Through the last line of the entries, please copy every line exactly, starting with the one that contains "Extract the structured data from the street".
----------------
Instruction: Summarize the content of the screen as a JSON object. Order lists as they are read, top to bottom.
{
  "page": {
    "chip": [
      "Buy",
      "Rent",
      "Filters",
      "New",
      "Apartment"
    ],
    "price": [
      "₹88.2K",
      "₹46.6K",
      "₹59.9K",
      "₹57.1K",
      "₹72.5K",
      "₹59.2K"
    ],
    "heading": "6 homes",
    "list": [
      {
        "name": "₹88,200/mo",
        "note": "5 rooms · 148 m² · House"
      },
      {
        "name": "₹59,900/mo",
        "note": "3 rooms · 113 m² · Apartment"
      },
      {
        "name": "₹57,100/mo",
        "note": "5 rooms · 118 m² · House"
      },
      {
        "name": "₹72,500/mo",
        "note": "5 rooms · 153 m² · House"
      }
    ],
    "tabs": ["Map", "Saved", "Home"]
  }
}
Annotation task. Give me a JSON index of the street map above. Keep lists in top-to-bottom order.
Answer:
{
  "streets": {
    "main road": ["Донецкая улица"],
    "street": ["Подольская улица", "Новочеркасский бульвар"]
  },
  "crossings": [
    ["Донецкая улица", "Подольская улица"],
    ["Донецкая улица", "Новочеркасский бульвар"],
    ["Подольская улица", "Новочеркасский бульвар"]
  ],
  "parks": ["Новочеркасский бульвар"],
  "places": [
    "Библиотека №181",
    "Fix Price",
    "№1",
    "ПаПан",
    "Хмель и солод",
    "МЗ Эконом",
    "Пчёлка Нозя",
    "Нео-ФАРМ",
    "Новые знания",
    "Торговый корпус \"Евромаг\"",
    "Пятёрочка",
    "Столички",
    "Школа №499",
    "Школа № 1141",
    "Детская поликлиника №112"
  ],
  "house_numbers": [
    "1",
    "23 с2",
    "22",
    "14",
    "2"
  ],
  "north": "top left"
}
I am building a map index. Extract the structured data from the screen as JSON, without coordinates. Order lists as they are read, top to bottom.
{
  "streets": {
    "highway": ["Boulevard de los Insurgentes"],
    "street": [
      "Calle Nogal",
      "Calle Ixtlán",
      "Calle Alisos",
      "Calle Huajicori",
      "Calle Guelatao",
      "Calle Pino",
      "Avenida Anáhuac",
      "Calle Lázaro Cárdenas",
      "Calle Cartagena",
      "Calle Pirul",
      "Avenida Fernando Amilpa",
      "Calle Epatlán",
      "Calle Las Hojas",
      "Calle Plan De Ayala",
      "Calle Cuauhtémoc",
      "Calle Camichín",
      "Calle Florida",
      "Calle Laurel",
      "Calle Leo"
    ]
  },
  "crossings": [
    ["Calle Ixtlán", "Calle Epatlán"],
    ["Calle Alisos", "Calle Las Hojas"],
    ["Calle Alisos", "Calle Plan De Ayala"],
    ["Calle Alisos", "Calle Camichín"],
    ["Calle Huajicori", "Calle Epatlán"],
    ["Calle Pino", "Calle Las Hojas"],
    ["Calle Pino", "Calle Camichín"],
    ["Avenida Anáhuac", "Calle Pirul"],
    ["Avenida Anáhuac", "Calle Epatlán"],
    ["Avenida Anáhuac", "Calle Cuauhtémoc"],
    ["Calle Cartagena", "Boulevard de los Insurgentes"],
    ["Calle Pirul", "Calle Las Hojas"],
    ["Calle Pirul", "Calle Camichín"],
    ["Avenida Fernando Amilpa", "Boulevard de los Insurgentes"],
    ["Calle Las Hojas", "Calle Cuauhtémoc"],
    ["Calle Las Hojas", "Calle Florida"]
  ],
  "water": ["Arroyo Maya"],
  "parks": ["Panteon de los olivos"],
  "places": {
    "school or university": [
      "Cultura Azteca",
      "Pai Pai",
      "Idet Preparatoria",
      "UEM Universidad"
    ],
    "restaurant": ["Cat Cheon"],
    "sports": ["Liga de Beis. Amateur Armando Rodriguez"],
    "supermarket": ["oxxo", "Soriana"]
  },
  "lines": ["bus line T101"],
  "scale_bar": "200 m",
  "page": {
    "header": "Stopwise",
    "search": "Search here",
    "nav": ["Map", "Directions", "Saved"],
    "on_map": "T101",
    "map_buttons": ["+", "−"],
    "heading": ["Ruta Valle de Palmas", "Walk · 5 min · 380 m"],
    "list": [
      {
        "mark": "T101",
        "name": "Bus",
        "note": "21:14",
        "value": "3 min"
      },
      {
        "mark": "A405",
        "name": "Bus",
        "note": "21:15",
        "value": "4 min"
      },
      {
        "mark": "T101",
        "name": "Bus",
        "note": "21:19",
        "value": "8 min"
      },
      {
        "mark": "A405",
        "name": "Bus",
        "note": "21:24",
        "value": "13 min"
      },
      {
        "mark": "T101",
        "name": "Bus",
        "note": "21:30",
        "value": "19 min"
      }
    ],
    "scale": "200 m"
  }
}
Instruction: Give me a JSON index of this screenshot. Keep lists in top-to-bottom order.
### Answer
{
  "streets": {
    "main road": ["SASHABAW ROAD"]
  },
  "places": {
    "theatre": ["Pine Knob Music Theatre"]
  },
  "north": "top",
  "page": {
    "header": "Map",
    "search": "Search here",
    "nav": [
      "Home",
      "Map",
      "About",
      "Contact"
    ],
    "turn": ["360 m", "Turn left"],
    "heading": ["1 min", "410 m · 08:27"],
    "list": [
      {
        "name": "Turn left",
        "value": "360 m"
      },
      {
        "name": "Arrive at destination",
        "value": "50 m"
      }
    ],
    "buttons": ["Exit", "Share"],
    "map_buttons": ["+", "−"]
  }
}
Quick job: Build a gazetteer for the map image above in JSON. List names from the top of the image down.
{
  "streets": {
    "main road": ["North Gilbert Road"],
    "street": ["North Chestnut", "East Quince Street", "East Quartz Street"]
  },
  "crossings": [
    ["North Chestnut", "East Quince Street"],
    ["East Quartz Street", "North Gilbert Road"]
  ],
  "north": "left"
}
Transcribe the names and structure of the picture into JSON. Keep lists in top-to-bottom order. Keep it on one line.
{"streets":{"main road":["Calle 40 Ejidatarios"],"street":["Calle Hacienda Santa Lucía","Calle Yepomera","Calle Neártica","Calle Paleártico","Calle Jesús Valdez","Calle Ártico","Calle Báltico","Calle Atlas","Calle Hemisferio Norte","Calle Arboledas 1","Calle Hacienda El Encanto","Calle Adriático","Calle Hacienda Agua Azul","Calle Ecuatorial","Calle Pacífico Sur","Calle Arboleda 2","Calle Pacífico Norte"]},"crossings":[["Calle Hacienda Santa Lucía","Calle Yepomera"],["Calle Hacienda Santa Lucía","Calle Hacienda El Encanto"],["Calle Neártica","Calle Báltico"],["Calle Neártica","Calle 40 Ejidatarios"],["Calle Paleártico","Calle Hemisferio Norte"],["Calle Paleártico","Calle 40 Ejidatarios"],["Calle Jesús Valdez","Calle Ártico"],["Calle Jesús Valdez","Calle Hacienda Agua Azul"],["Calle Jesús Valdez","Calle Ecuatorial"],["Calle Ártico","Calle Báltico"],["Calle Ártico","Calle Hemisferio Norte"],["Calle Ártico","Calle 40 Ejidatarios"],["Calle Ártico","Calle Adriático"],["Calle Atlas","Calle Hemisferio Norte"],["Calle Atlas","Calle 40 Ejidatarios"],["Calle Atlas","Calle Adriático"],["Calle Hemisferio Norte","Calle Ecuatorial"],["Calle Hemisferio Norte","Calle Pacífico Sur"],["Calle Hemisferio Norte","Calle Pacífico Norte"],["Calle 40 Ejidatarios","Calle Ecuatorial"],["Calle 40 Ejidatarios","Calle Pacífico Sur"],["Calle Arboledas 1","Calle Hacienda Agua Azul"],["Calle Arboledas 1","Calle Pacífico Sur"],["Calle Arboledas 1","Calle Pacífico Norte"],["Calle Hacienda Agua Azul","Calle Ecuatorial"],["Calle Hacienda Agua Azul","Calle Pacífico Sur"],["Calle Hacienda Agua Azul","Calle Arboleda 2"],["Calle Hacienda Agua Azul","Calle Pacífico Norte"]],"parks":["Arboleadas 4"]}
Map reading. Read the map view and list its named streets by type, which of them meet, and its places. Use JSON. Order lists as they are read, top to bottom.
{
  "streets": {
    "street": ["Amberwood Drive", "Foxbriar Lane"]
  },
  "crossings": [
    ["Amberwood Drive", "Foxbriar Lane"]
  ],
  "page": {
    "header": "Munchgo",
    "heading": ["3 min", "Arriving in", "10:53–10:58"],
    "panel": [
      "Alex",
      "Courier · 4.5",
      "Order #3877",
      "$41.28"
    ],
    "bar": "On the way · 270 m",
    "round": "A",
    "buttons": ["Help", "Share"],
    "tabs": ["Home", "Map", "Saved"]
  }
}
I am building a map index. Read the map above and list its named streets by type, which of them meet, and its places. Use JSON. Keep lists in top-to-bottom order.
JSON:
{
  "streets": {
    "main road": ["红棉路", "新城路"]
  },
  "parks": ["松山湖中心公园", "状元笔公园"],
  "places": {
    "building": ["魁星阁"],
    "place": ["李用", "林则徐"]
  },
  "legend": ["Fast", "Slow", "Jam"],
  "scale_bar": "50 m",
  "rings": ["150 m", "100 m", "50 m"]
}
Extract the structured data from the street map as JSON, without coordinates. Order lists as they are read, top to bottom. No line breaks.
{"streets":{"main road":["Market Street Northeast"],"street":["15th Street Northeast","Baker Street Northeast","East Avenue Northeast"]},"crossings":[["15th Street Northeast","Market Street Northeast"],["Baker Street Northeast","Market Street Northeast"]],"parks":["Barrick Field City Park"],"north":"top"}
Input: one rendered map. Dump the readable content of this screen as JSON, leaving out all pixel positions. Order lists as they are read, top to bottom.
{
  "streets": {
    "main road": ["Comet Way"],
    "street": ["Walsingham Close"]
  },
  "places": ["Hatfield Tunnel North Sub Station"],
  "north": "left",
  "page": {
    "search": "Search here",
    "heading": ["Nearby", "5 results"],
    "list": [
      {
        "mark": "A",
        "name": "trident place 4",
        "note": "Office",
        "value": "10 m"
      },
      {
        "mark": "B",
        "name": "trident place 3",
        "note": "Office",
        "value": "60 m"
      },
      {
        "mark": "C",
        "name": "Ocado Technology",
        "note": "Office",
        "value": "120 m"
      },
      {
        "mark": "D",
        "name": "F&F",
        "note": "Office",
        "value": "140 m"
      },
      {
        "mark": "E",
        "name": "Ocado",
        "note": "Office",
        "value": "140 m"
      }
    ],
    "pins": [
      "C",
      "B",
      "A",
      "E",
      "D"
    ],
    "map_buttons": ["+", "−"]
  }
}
----------------
- [Exercise answer]:
Extract the structured data from the street map as JSON, without coordinates. Order lists as they are read, top to bottom. No line breaks.
{"streets":{"main road":["Market Street Northeast"],"street":["15th Street Northeast","Baker Street Northeast","East Avenue Northeast"]},"crossings":[["15th Street Northeast","Market Street Northeast"],["Baker Street Northeast","Market Street Northeast"]],"parks":["Barrick Field City Park"],"north":"top"}
Input: one rendered map. Dump the readable content of this screen as JSON, leaving out all pixel positions. Order lists as they are read, top to bottom.
{
  "streets": {
    "main road": ["Comet Way"],
    "street": ["Walsingham Close"]
  },
  "places": ["Hatfield Tunnel North Sub Station"],
  "north": "left",
  "page": {
    "search": "Search here",
    "heading": ["Nearby", "5 results"],
    "list": [
      {
        "mark": "A",
        "name": "trident place 4",
        "note": "Office",
        "value": "10 m"
      },
      {
        "mark": "B",
        "name": "trident place 3",
        "note": "Office",
        "value": "60 m"
      },
      {
        "mark": "C",
        "name": "Ocado Technology",
        "note": "Office",
        "value": "120 m"
      },
      {
        "mark": "D",
        "name": "F&F",
        "note": "Office",
        "value": "140 m"
      },
      {
        "mark": "E",
        "name": "Ocado",
        "note": "Office",
        "value": "140 m"
      }
    ],
    "pins": [
      "C",
      "B",
      "A",
      "E",
      "D"
    ],
    "map_buttons": ["+", "−"]
  }
}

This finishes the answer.